In October 2013, during a speech to the Indonesian Parliament, Xi Jinping, China’s President, first outlined his vision of the 21st Century Maritime Silk Road and his plans to establish the AIIB. Since that time, Hong Kong’s investment commitment in Indonesia has soared, rising from US$2.9 billion in 2013 to US$4.5 billion in 2015.
A significant proportion of Hong Kong’s investment in Indonesia has been in the real estate, industrial estate and business sectors. At present, a substantial number of Hong Kong companies have investments in Indonesia, including such well-known property developers as Hongkong Land, the Baleno, Bossini, Giordano and Samuel and Kevin fashion brands, toy manufacturers Lung Cheong and Itacho Sushi, the popular sushi chain.
At present, only a relatively small number of Hong Kong-based SMEs have the financial and staff resources required to manage mega-infrastructure projects. A substantial number of innovative and visionary Hong Kong entrepreneurs – including those in the services sector – are, however, ideally equipped to capitalise on many of the other opportunities emerging across Indonesia. As its business environment grows more vibrant and its infrastructure deficiency becomes a thing of the past, Indonesia’s population is becoming ever more willing and able to spend. In combination, all of this makes Indonesia an irresistible prospect for Hong Kong’s outward-looking business community.

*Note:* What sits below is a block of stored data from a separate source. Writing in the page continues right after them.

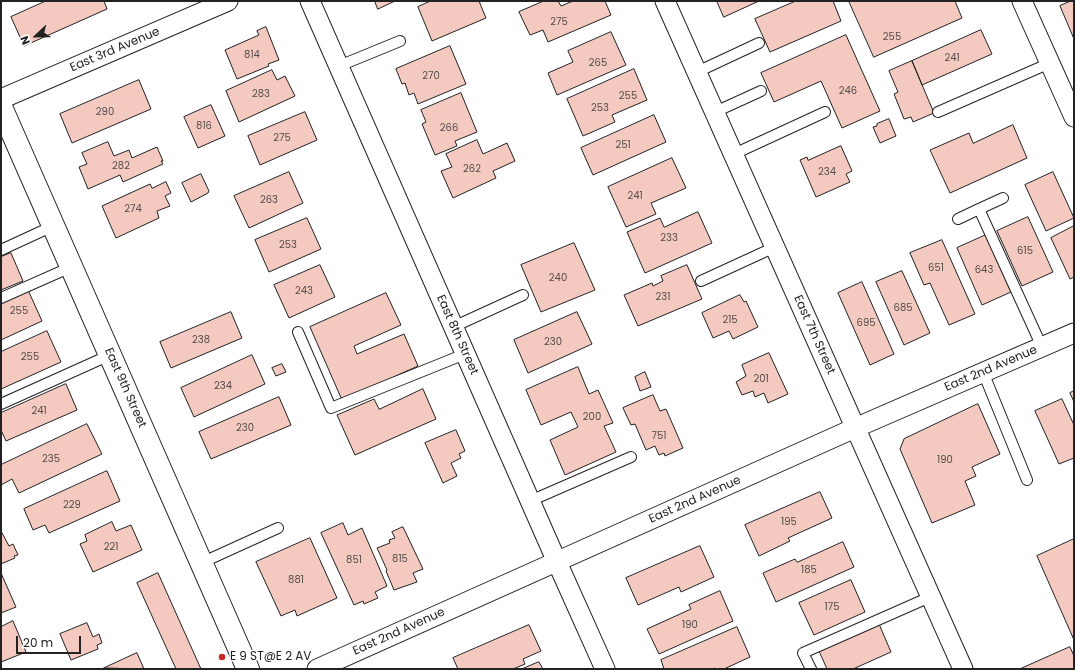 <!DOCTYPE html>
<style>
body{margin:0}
#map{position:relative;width:1075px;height:670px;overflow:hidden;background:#fff;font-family:Poppins,sans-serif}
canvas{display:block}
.frame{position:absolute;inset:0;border:2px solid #222;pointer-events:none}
.north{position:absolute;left:16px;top:16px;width:40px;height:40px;-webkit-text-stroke:3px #fff;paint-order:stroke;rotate:248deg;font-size:11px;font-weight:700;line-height:16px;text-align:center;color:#222}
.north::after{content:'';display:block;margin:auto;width:14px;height:18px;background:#222;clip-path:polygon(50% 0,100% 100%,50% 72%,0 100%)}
.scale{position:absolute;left:16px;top:636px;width:65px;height:18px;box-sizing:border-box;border:2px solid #222;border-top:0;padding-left:5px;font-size:12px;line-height:14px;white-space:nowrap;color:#222;-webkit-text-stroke:3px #fff;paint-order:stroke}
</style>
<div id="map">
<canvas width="1075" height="670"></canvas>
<div class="frame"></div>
<div class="north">N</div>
<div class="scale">20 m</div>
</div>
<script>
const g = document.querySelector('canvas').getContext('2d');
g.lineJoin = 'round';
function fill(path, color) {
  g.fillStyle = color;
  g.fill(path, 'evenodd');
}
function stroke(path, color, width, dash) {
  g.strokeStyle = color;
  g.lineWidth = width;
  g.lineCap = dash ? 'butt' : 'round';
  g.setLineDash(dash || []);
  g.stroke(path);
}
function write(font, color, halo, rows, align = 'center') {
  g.font = font + ' Poppins,sans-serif';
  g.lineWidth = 3;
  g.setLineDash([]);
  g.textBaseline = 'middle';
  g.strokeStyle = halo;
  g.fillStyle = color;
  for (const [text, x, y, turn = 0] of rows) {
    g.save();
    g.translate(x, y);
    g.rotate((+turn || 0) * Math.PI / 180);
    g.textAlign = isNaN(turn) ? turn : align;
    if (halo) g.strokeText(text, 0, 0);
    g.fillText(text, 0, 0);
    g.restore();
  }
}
const building = new Path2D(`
 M46,1H104L107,9L24,46L11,17Z
 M375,1H395L378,9Z
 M431,1H479L486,18L432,41L418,7Z
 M544,1H558L561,6L573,1H605L611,15L548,42L543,30L530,35L519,12Z
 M717,1H759L724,17Z
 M796,1H833L841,21L770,52L755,19Z
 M849,1H955L962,18L874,57Z
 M1071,1H1074V39L1060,6Z
 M266,27L279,60L268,64L269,66L237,79L225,50L259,35L257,31Z
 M981,30L992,54L922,85L912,61Z
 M611,32L626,65L557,95L548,73L573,62L568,51Z
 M846,35L880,111L842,128L821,81L774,102L761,73Z
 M450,46L466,84L418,104L414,93L409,95L405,83L402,84L396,69Z
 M912,61L934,113L913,122L911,117L904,119L894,94L898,92L889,71Z
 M634,69L647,100L612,115L615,122L583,136L567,99Z
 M272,70L277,80L285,76L295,96L239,122L226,91Z
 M139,80L151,109L72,143L60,114Z
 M461,93L477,132L455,141L457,146L435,155L422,124L426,122L421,110Z
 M211,105L225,136L198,148L184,117Z
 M305,112L317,140L260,165L248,136Z
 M654,115L666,142L593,175L581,148Z
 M889,119L896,136L880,143L873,127L877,126V124Z
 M1013,125L1027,158L950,193L930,150L969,133L973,143Z
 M477,140L483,154L507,143L515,161L493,171L496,178L453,198L441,171L452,167L446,154Z
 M108,142L114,156L129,150L132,158L157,147L163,161H161L163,164L123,182L120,175L88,189L79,167L87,164L82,153Z
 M841,146L852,171L846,174L850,182L816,197L800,160L807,157L808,160Z
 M672,158L686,188L651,203L656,214L626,227L608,187Z
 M289,172L303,203L249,228L234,196Z
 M1053,172L1074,218L1046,231L1025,185Z
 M201,174L209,191L208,193L191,202L182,183Z
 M166,182L171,193L165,196L170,206L157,211L159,218L116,238L102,206L150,184L152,188Z
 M698,212L712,243L645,273L627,232L660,218L664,227Z
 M1028,217L1053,272L1022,286L997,231Z
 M307,218L321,249L269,272L255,240Z
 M1074,226V277L1070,279L1051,238Z
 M986,235L1011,292L982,305L957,248Z
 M942,240L975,314L949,325L930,283L924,285L910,253Z
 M574,243L595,290L541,312L521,265Z
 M11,253L23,281L1,290V257Z
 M320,265L335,297L289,318L274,285Z
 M687,265L702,299L638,326L624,295L652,283L653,286L663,281L661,276Z
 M902,271L930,333L904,345L876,282Z
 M862,282L894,354L870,365L838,293Z
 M28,290L42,321L1,340V302Z
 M386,293L401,325L354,346L357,354L404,334L418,366L342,400L310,327Z
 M740,295L744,302L746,301L758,327L733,339L729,331L713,338L702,313Z
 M231,312L242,338L171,368L160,342Z
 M577,312L592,344L528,373L514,340Z
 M47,331L61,362L1,389V352Z
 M769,353L788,394L768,403L764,393L755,397L753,391L742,395L736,382L746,376L742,365Z
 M252,355L265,384L194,417L181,388Z
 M282,364L286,372L276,376L272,368Z
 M578,367L589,394L598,390L613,423L604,426L616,452L565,475L550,440L578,427L571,412L541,425L526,390Z
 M645,372L651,387L640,391L635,377Z
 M66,384L77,410L6,441L1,430V413Z
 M423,389L436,419L355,455L337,415L374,399L379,409Z
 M1074,391V402L1070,393Z
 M653,395L660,411L666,409L683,448L665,456L664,453L659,455L655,446L646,450L635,424L631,425L623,408Z
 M279,397L291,425L211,459L199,432Z
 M1062,399L1074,425V458L1059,464L1035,411Z
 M978,404L1000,454L972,467L976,476L965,481L975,505L932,523L900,449L904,439Z
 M87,424L102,454L19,493L12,479L1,485V465Z
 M456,430L465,451L459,454L461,458L451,463L457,476L443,483L425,443Z
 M107,471L120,501L49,533L45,525L33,530L24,509Z
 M820,492L832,518L788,538L790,541L759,556L745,525Z
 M112,522L116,531L131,525L142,550L93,572L80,544L87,541L85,535Z
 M343,523L348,535L362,528L387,586L375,592L378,598L364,604L363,601L354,605L321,533Z
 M403,527L423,569L413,573L417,582L394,590L386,571L387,570L377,548L390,543L389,540L395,538L392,532Z
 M1,531L9,546L13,544L18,555L14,556L15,558L1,564Z
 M310,538L337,598L297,616L295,610L281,616L256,562Z
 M1074,539V640L1037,556Z
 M843,542L854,567L776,602L763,573L795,559L797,562Z
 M700,546L714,577L681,592L679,587L638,605L626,578Z
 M1,573L16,607L1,613Z
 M158,573L201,669H176L137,583Z
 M851,580L865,612L814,635L799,603Z
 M720,591L733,621L659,654L647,629L691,609L689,605Z
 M13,621L26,652L1,662V627Z
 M87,623L93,637L99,634L102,643L97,645L98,649L71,660L60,634Z
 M879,624L891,652L853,669H827L819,651Z
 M529,625L541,651L523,659L525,664L513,669H458L453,658Z
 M737,627L750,657L724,669H715V668L712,669H664L661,660Z
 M1070,647L1074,656V669H1020Z
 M137,653L144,669L104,668Z
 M539,662L543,669H522Z`);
const service = new Path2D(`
 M339,66L400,41
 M697,72L759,43
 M715,112L761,91
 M938,112L1050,63
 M734,154L825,112
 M979,209L1003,198
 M958,219L979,209L1042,347
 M1,250L53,226
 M701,281L775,247
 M1,298L71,267
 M453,327L523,295
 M298,332L331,408L465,354
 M983,372L1027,480
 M1,404L110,355
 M530,501L631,457
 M201,563L278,528
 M811,669L803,653L930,597`);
const minor = new Path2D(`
 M310,1L557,562L605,669
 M665,1L963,669
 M1022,1L1074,117
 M1,99L228,1
 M317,669L855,428L1074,333`);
const secondary = new Path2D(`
 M1,107L248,669`);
const markers = [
 [222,657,4,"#c62828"]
];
const numberNames = [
 ["275",559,22],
 ["255",892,37],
 ["814",252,55],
 ["241",952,58],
 ["265",598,63],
 ["270",431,76],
 ["246",848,91],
 ["283",261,94],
 ["255",628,96],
 ["253",600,108],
 ["290",105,112],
 ["816",204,126],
 ["266",449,128],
 ["275",282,138],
 ["251",623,145],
 ["282",121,166],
 ["262",472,169],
 ["234",827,172],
 ["241",635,196],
 ["263",269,200],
 ["274",133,209],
 ["233",669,238],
 ["253",288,245],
 ["615",1025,251],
 ["651",936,268],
 ["643",984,270],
 ["240",558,278],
 ["243",304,291],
 ["231",663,297],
 ["685",903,308],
 ["255",19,311],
 ["215",730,320],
 ["695",866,323],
 ["238",201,340],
 ["230",553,342],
 ["255",30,357],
 ["201",761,379],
 ["234",223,386],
 ["241",39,411],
 ["200",592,417],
 ["230",245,428],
 ["751",659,436],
 ["235",51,459],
 ["190",945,460],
 ["229",72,505],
 ["195",789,522],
 ["221",111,547],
 ["815",400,559],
 ["851",354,560],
 ["185",809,570],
 ["881",296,580],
 ["175",832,607],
 ["190",690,625]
];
const streetNames = [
 ["East 3rd Avenue",115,50,-23],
 ["East 8th Street",457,335,66],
 ["East 7th Street",814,335,66],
 ["East 2nd Avenue",991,369,-23],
 ["East 9th Street",125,388,66],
 ["East 2nd Avenue",695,500,-24],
 ["East 2nd Avenue",399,632,-24]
];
const poiNames = [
 ["E 9 ST@E 2 AV",230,657]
];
fill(building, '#f3c9c0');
stroke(building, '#222', 1);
stroke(service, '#222', 12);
stroke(minor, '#222', 21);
stroke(secondary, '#222', 24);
stroke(service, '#fff', 10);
stroke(minor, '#fff', 19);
stroke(secondary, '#fff', 22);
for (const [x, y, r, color] of markers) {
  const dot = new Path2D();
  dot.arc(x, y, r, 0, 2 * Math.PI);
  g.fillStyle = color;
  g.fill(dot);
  stroke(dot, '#fff', 1.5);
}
write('10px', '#564c4a', null, numberNames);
write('12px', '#222', '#fff', streetNames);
write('12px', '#222', '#fff', poiNames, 'left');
</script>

A case in point here is OpenPort, a Hong Kong-based end-to-end logistics solution provider, offering app-based services for tracking business-to business shipments in emerging markets. Since opening its Jakarta office in late 2015, OpenPort has contributed significantly to the development of Indonesia’s logistic sector, an industry estimated to have a potential market value of around US$250 billion.
It has achieved this by introducing a common platform for shippers and forwarders, allowing them to track the delivery of goods in real time. This has resulted in a cost-effective and seamless integration of the logistics network and continuous optimisation of supply chains. This has proved a hugely appealing proposition for all parties involved in the increasingly intricate supply chains required by contemporary businesses.
Overall, OpenPort’s Java Office found success through its partnership with many of Indonesia’s increasingly tech-savvy logistics players. By working hand-in-hand with them, it is now seeking to continuously improve the country’s logistics network.